School Choice: Making Progress in Rhode Island

Marc Comtois

In July, I pointed to a Morton Kondracke column that noted that those of diverse political persuasions may be forming a consensus on school reform. While I was away on vacation in August, I missed a report that suggests we are making such bipartisan-supported progress here in Rhode Island.

The Heritage Foundation has issued their "School Choice: 2006 Progress Report", which divulges:

Seven states—Arizona, Florida, Illinois, Iowa, Minnesota, Pennsylvania, and Rhode Island— have tax credits or deductions for education expenses, including private school tuition, or incentives for contributions to scholarship programs....

In Rhode Island, lawmakers cre­ated a new $1 million corporate scholarship tax credit program to provide tuition scholarships to children from low-income families. To receive a scholarship, a student must be from a family with an income below 250 percent of the poverty line.

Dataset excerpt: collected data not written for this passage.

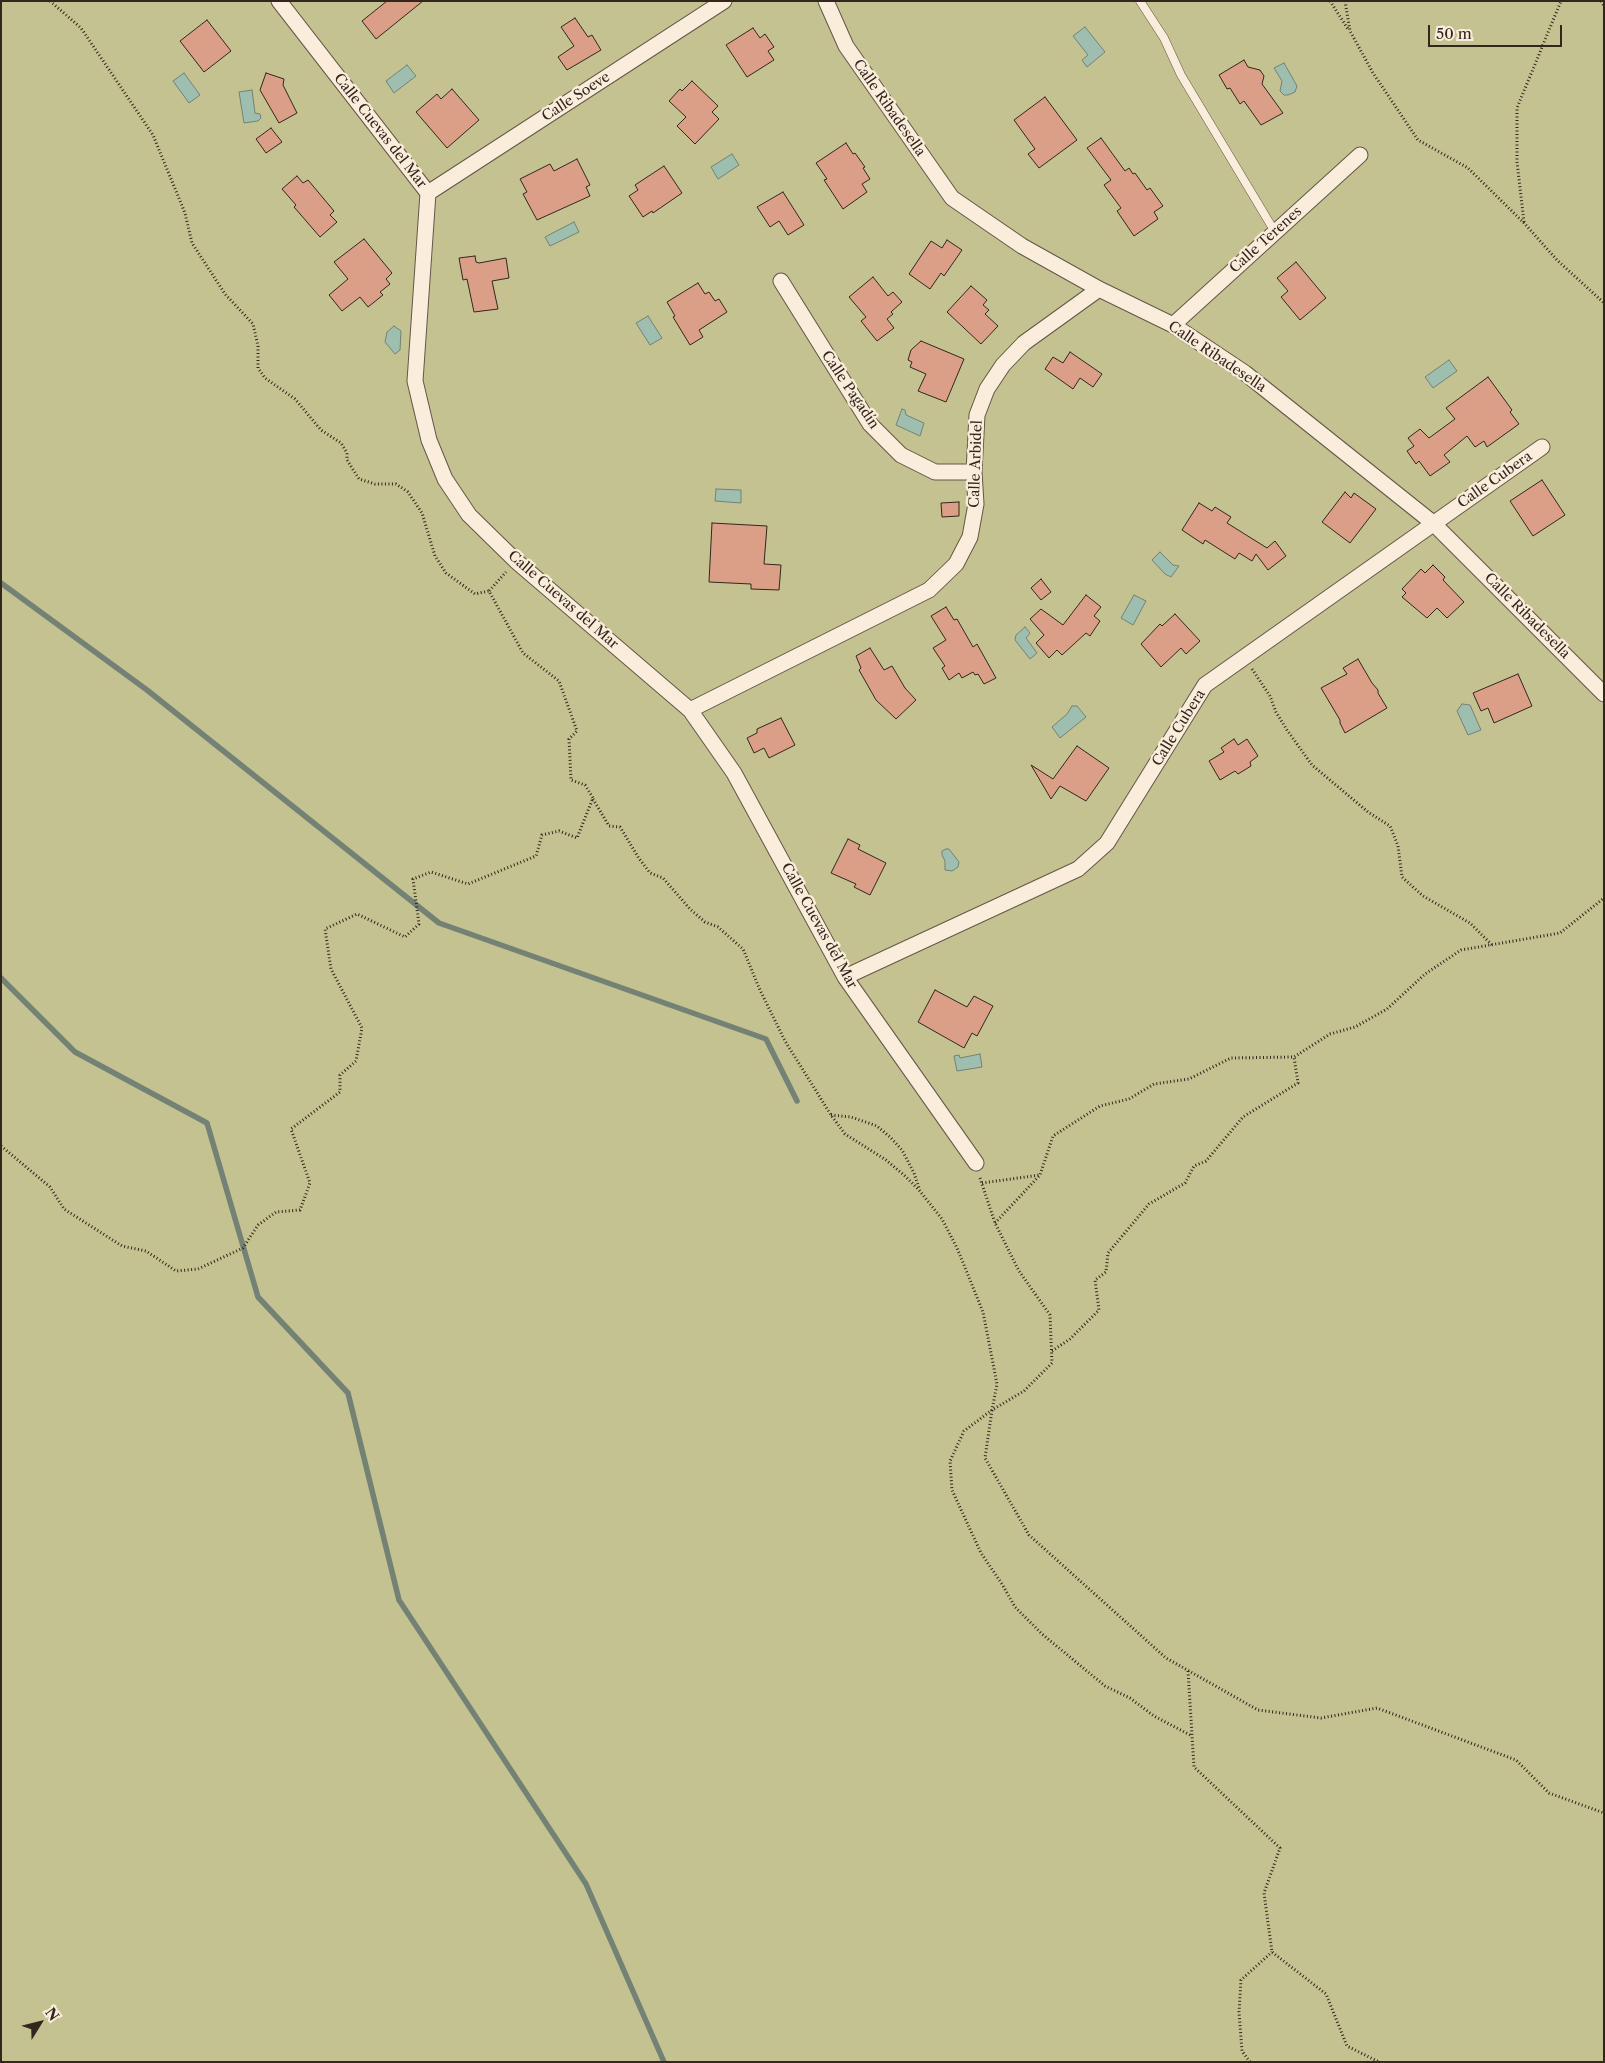 <!DOCTYPE html>
<meta charset="utf-8">
<style>
body{margin:0}
#map{position:relative;width:1605px;height:2063px;overflow:hidden;background:#f7e4c7;font-family:"Libre Caslon Text",serif}
canvas{display:block}
.frame{position:absolute;inset:0;border:2px solid #33271d;pointer-events:none}
.north{position:absolute;left:15px;top:1998px;width:50px;height:50px;-webkit-text-stroke:4px #faeddb;paint-order:stroke;rotate:54deg;font-size:14px;font-weight:700;line-height:20px;text-align:center;color:#33271d}
.north::after{content:'';display:block;margin:auto;width:18px;height:22px;background:#33271d;clip-path:polygon(50% 0,100% 100%,50% 72%,0 100%)}
.scale{position:absolute;left:1428px;top:25px;width:134px;height:22px;box-sizing:border-box;border:2px solid #33271d;border-top:0;padding-left:6px;font-size:15px;line-height:18px;white-space:nowrap;color:#33271d;-webkit-text-stroke:4px #faeddb;paint-order:stroke}
</style>
<div id="map">
<canvas width="1605" height="2063"></canvas>
<div class="frame"></div>
<div class="north">N</div>
<div class="scale">50 m</div>
</div>
<script>
const ctx = document.querySelector('canvas').getContext('2d');
ctx.lineJoin = 'round';
function fillPath(path, color) {
  ctx.fillStyle = color;
  ctx.fill(path, 'evenodd');
}
function poly(rows) {
  const path = new Path2D();
  for (const r of rows) {
    path.moveTo(r[0], r[1]);
    for (let i = 2; i < r.length; i += 2) path.lineTo(r[i], r[i + 1]);
  }
  return path;
}
function stroke(path, color, width, dash) {
  ctx.strokeStyle = color;
  ctx.lineWidth = width;
  ctx.lineCap = dash ? 'butt' : 'round';
  ctx.setLineDash(dash || []);
  ctx.stroke(path);
}
function write(font, color, halo, rows, align = 'center') {
  ctx.font = font + ' "Libre Caslon Text",serif';
  ctx.lineWidth = 4.5;
  ctx.setLineDash([]);
  ctx.textBaseline = 'middle';
  ctx.strokeStyle = halo;
  ctx.fillStyle = color;
  for (const [text, x, y, turn = 0] of rows) {
    ctx.save();
    ctx.translate(x, y);
    ctx.rotate((+turn || 0) * Math.PI / 180);
    ctx.textAlign = isNaN(turn) ? turn : align;
    if (halo) ctx.strokeText(text, 0, 0);
    ctx.fillText(text, 0, 0);
    ctx.restore();
  }
}
fillPath(poly([
 [1,1,1604,1,1604,2062,1,2062]
]), '#c4c291');
const water = poly([
 [1085,27,1105,52,1087,67,1082,60,1088,55,1073,36,1085,27],
 [1284,63,1297,86,1295,92,1288,95,1284,95,1280,91,1282,81,1274,68,1284,63],
 [407,65,416,76,394,93,386,81,407,65],
 [184,73,200,95,189,103,173,81,184,73],
 [252,90,255,113,260,114,261,118,258,121,244,123,239,92,252,90],
 [732,154,739,165,718,179,711,167,732,154],
 [574,222,579,232,550,246,545,237,574,222],
 [648,316,662,338,650,345,636,323,648,316],
 [394,326,401,331,400,350,395,354,385,342,387,332,394,326],
 [1449,360,1457,371,1433,388,1425,377,1449,360],
 [902,409,905,410,906,415,924,423,920,436,896,425,902,409],
 [716,489,741,490,741,503,715,501,716,489],
 [1160,552,1173,565,1179,566,1171,577,1165,574,1152,560,1160,552],
 [1134,595,1146,601,1133,625,1121,618,1134,595],
 [1025,627,1030,633,1026,638,1037,653,1030,659,1015,640,1016,635,1025,627],
 [1462,704,1470,705,1481,730,1468,735,1457,711,1462,704],
 [1072,706,1077,706,1086,717,1060,738,1052,727,1067,714,1072,706],
 [946,849,949,849,959,862,958,867,952,871,945,870,945,861,942,855,942,851,946,849],
 [980,1054,982,1067,957,1071,954,1056,959,1055,960,1058,980,1054]
]);
fillPath(water, '#9ebfaf');
stroke(water, '#738275', 1);
stroke(poly([
 [1,583,147,690,439,923,766,1039,797,1101],
 [1,978,75,1052,207,1123,258,1297,348,1393,399,1600,586,1884,664,2062]
]), '#738275', 5.5);
const building = poly([
 [387,1,423,1,376,39,362,21,387,1],
 [575,18,588,37,592,35,601,50,567,70,558,57,574,46,561,27,575,18],
 [207,20,231,51,204,72,180,41,207,20],
 [753,28,760,38,765,34,774,47,768,51,774,60,747,77,726,45,753,28],
 [1244,60,1248,67,1260,70,1264,76,1262,84,1283,113,1261,125,1244,101,1240,104,1230,88,1227,89,1219,75,1244,60],
 [266,73,284,79,283,85,297,113,279,123,260,90,266,73],
 [692,81,718,106,712,112,719,119,695,144,677,126,686,117,669,101,680,89,682,91,692,81],
 [452,89,479,120,447,148,416,112,437,94,441,99,452,89],
 [1045,97,1077,140,1039,168,1028,154,1035,149,1014,120,1045,97],
 [271,128,282,142,266,153,256,139,271,128],
 [1101,138,1125,171,1129,168,1133,174,1135,173,1147,190,1150,188,1163,206,1154,212,1158,219,1134,236,1117,211,1121,208,1104,185,1111,180,1087,148,1101,138],
 [846,143,853,154,855,153,865,167,863,168,870,179,862,184,867,192,843,209,824,180,827,179,816,163,846,143],
 [577,159,590,185,586,187,590,196,537,220,523,194,527,192,520,179,550,164,554,171,577,159],
 [664,166,682,193,653,213,652,211,643,217,629,196,638,190,635,185,664,166],
 [297,176,303,183,308,180,334,211,330,215,337,222,320,237,294,207,296,205,282,189,297,176],
 [783,192,804,225,788,235,779,221,770,227,757,207,783,192],
 [364,239,392,273,386,279,390,284,380,292,383,295,368,307,360,297,342,311,329,295,348,279,334,262,364,239],
 [947,240,962,250,944,276,941,273,930,289,909,274,931,241,942,248,947,240],
 [475,256,476,262,479,263,506,258,509,278,492,281,498,309,474,312,467,279,463,280,459,258,475,256],
 [1296,262,1326,298,1300,320,1281,297,1288,291,1277,278,1296,262],
 [873,277,888,296,893,292,902,302,891,312,893,314,887,319,894,328,877,341,861,321,866,317,849,297,873,277],
 [698,283,705,294,709,292,715,301,719,299,727,312,699,330,703,337,690,345,673,317,675,316,667,302,698,283],
 [971,286,987,300,983,305,989,310,985,314,998,326,981,344,947,312,971,286],
 [921,341,964,359,946,402,918,391,926,374,910,367,912,362,908,360,911,350,921,341],
 [1070,352,1102,374,1093,387,1080,378,1073,389,1045,369,1053,357,1063,363,1070,352],
 [1488,377,1512,410,1510,412,1519,424,1487,447,1484,441,1475,447,1467,436,1444,455,1450,462,1430,476,1419,461,1416,464,1407,451,1414,446,1408,438,1420,429,1429,438,1455,419,1446,408,1488,377],
 [1542,480,1565,515,1533,536,1510,501,1542,480],
 [1345,492,1351,498,1354,493,1376,509,1350,543,1322,522,1345,492],
 [959,502,959,516,942,517,941,503,959,502],
 [1199,503,1212,511,1215,507,1231,517,1227,523,1267,548,1275,541,1286,556,1268,570,1256,554,1252,561,1239,553,1235,559,1205,540,1203,544,1182,530,1199,503],
 [712,523,767,526,764,564,781,565,779,590,751,589,751,584,709,582,712,523],
 [1433,565,1445,577,1443,580,1464,602,1447,618,1437,608,1427,618,1402,597,1406,593,1402,589,1421,569,1425,573,1433,565],
 [1041,579,1051,592,1041,600,1031,588,1041,579],
 [1086,595,1101,607,1094,616,1100,621,1090,636,1086,633,1062,655,1057,650,1049,658,1036,643,1044,635,1030,619,1041,609,1063,625,1086,595],
 [946,607,954,620,957,619,973,647,977,644,996,678,984,684,978,674,975,675,973,672,962,678,959,673,949,680,942,668,945,666,933,648,946,640,931,616,946,607],
 [1175,614,1200,641,1186,654,1181,648,1161,667,1141,644,1160,624,1162,626,1175,614],
 [870,648,884,670,892,666,905,688,916,700,896,719,876,700,859,670,861,668,856,656,870,648],
 [1358,659,1372,683,1378,690,1378,693,1387,708,1345,733,1340,723,1340,720,1321,688,1347,674,1343,668,1358,659],
 [1518,674,1532,706,1494,723,1488,708,1481,711,1473,693,1518,674],
 [781,718,795,745,769,758,764,748,754,753,747,738,757,733,757,729,781,718],
 [1234,739,1238,745,1247,739,1258,756,1250,762,1251,766,1238,774,1235,771,1220,780,1209,761,1224,752,1221,748,1234,739],
 [1077,746,1109,768,1086,801,1060,786,1051,799,1031,765,1053,779,1077,746],
 [848,839,860,845,858,849,886,863,870,895,854,887,856,884,831,873,848,839],
 [935,990,967,1007,974,996,993,1006,977,1036,972,1033,964,1048,918,1022,935,990]
]);
fillPath(building, '#db9f88');
stroke(building, '#33271d', 1);
const lane = poly([
 [1140,1,1164,38,1181,75,1275,232]
]);
const street = poly([
 [279,1,428,193,415,381,429,440,445,479,469,515,516,561,690,710,734,773,845,977,976,1163],
 [826,1,846,46,952,198,1022,246,1099,289,1173,325,1245,373,1433,523,1604,694],
 [428,193,724,1],
 [781,281,870,424,901,455,935,472,974,472],
 [1173,325,1360,155],
 [690,710,929,590,956,564,970,537,976,504,974,472,977,415,987,389,1003,365,1024,343,1099,289],
 [845,977,1078,869,1107,843,1205,685,1542,447]
]);
stroke(lane, '#645648', 9);
stroke(street, '#645648', 17);
stroke(poly([
 [50,1,81,28,153,135,185,213,192,243,225,294,253,324,258,346,258,368,265,378,295,399,321,430,341,443,347,453,347,460,359,479,375,484,396,484,408,492,422,513,435,556,446,573,475,594,489,591],
 [1330,1,1348,29],
 [1345,1,1350,31,1373,73,1418,140,1468,168,1524,223,1557,260,1604,303],
 [1601,1,1604,6],
 [1524,222,1517,162,1517,108,1561,1],
 [1252,669,1270,696,1276,712,1287,730,1312,765,1368,812,1390,826,1398,846,1402,877,1423,896,1470,923,1492,945],
 [593,799,609,826,620,827,638,857,650,873,663,878,690,909,705,922,718,927,743,949,760,990,785,1041,831,1115,845,1134,886,1160,904,1175,919,1190,942,1219,957,1248,983,1312,997,1384,992,1410,964,1431,950,1461,952,1490,981,1553,1002,1584,1015,1607,1042,1634,1105,1686,1130,1698,1154,1716,1192,1736],
 [831,1115,851,1117,877,1126,891,1138,902,1150,914,1173,919,1188],
 [1,1146,50,1187,64,1209,122,1246,146,1251,176,1271,198,1269,243,1248,258,1225,276,1212,300,1210,310,1183,291,1129,340,1092,340,1075,356,1061,362,1028,331,969,325,929,357,914,405,937,419,924,413,879,431,872,468,884,536,856,542,835,559,831,577,838,593,798,585,785,571,780,569,739,577,731,559,681,523,653,489,591,506,572],
 [980,1178,995,1223,1019,1271,1050,1315,1052,1363,1024,1391,992,1410,985,1458,1029,1535,1166,1658,1258,1710,1321,1718,1377,1708,1516,1760,1549,1793,1604,1813],
 [982,1183,1040,1175],
 [995,1223,1040,1175,1053,1136,1100,1106,1129,1099,1154,1084,1189,1079,1231,1058,1294,1057,1330,1034,1355,1027,1387,1009,1425,974,1461,950,1560,933,1604,898],
 [1052,1351,1070,1339,1099,1310,1095,1280,1106,1272,1108,1253,1149,1204,1185,1183,1194,1166,1206,1161,1243,1117,1298,1083,1294,1057],
 [1188,1671,1194,1767,1280,1848,1264,1893,1272,1952,1326,1994,1347,2046,1379,2062],
 [1250,2062,1242,2051,1239,2012,1241,1980,1272,1952]
]), '#33271d', 3, [1, 2.5]);
stroke(lane, '#faeddb', 8);
stroke(street, '#faeddb', 15);
write('14px', '#33271d', '#faeddb', [
 ["Calle Soeve",576,97,-33],
 ["Calle Ribadesella",889,108,55],
 ["Calle Cuevas del Mar",380,131,52],
 ["Calle Terenes",1266,240,-42],
 ["Calle Ribadesella",1217,357,34],
 ["Calle Pagadín",850,390,56],
 ["Calle Arbidel",976,464,-88],
 ["Calle Cubera",1495,480,-35],
 ["Calle Cuevas del Mar",563,600,41],
 ["Calle Ribadesella",1527,616,45],
 ["Calle Cubera",1179,728,-58],
 ["Calle Cuevas del Mar",819,926,61]
]);
</script>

Upon further digging, I discovered this press release from the Alliance For School Choice.
The Rhode Island Senate Saturday passed a corporate scholarship tax credit program that will allow hundreds of low-income families to expand their educational options and send their children to private or parochial schools. Rhode Island becomes the eighth state in the country to enact a targeted school choice program and the third state with a school choice victory this month.

“This program is the result of bipartisan statesmanship, putting kids' interests above politics. This has been a record-setting year for school choice, which is great news for children across the country,” declared Clint Bolick, president and general counsel of the Phoenix-based Alliance for School Choice, a national nonpartisan policy organization that supports expanded educational options for disadvantaged schoolchildren.

With a cap of $1 million, the state’s first private school choice program allows corporations to donate up to $100,000 per year to scholarship granting organizations. It passed an overwhelmingly Democrat House and Senate as part of Gov. Don Carcieri’s budget.

“The program makes sense. It saves money for the public schools and it gives poor kids a choice in education and allows them to afford non-public schools,” said Rev. Bernard A. Healey, government liaison for the Catholic Diocese of Providence.

Qualified families must have a household income of 250 percent of the poverty level. Each donating business will receive a 75 percent credit for a one-year commitment and a 90 percent credit for a two-year commitment

The Alliance commends Senate President Joe Montalbano, House Speaker Bill Murphy and Rev. Healey for their tremendous courage in supporting this much needed educational opportunity for Rhode Island's working families.

The targeting of low-income children is the proper focus and this is definitely progress....but I want more! More money, more tax credits--for both corporations and parents--and more school choice options for all students.

Comments

"The Alliance commends Senate President Joe Montalbano, House Speaker Bill Murphy and Rev. Healey for their tremendous courage in supporting this much needed educational opportunity for Rhode Island's working families."

Notice the lack of mention of Gov. Carcieri, despite it being part of HIS budget proposal...

Posted by: Greg at September 19, 2006 12:23 PM

Trouble on the horizon....

"State school boards, ACLU to sue over law on corporate donations "

http://www.azcentral.com/arizonarepublic/local/articles/0915vouchersuit0915.html

The Arizona Republic
Sept. 15, 2006 12:00 AM

The Arizona School Boards Association and the American Civil Liberties Union of Arizona announced Wednesday that they are preparing to legally challenge a new law that allows corporations to donate money to private schools.

The law allows a business to reduce the amount of taxes it owes the state if it instead donates the money to private schools.

The bill caps the donation amount to a collective $10 million a year. advertisement

Those millions belong in the general fund to help pay for public schools, School Boards Association officials said.

They also claim the law violates the state Constitution, which prohibits giving state money to private or religious schools and requires the state Legislature to provide a "general and uniform" public school system.

The organizations plan to file a lawsuit Tuesday in Maricopa County Superior Court against the Arizona Department of Revenue.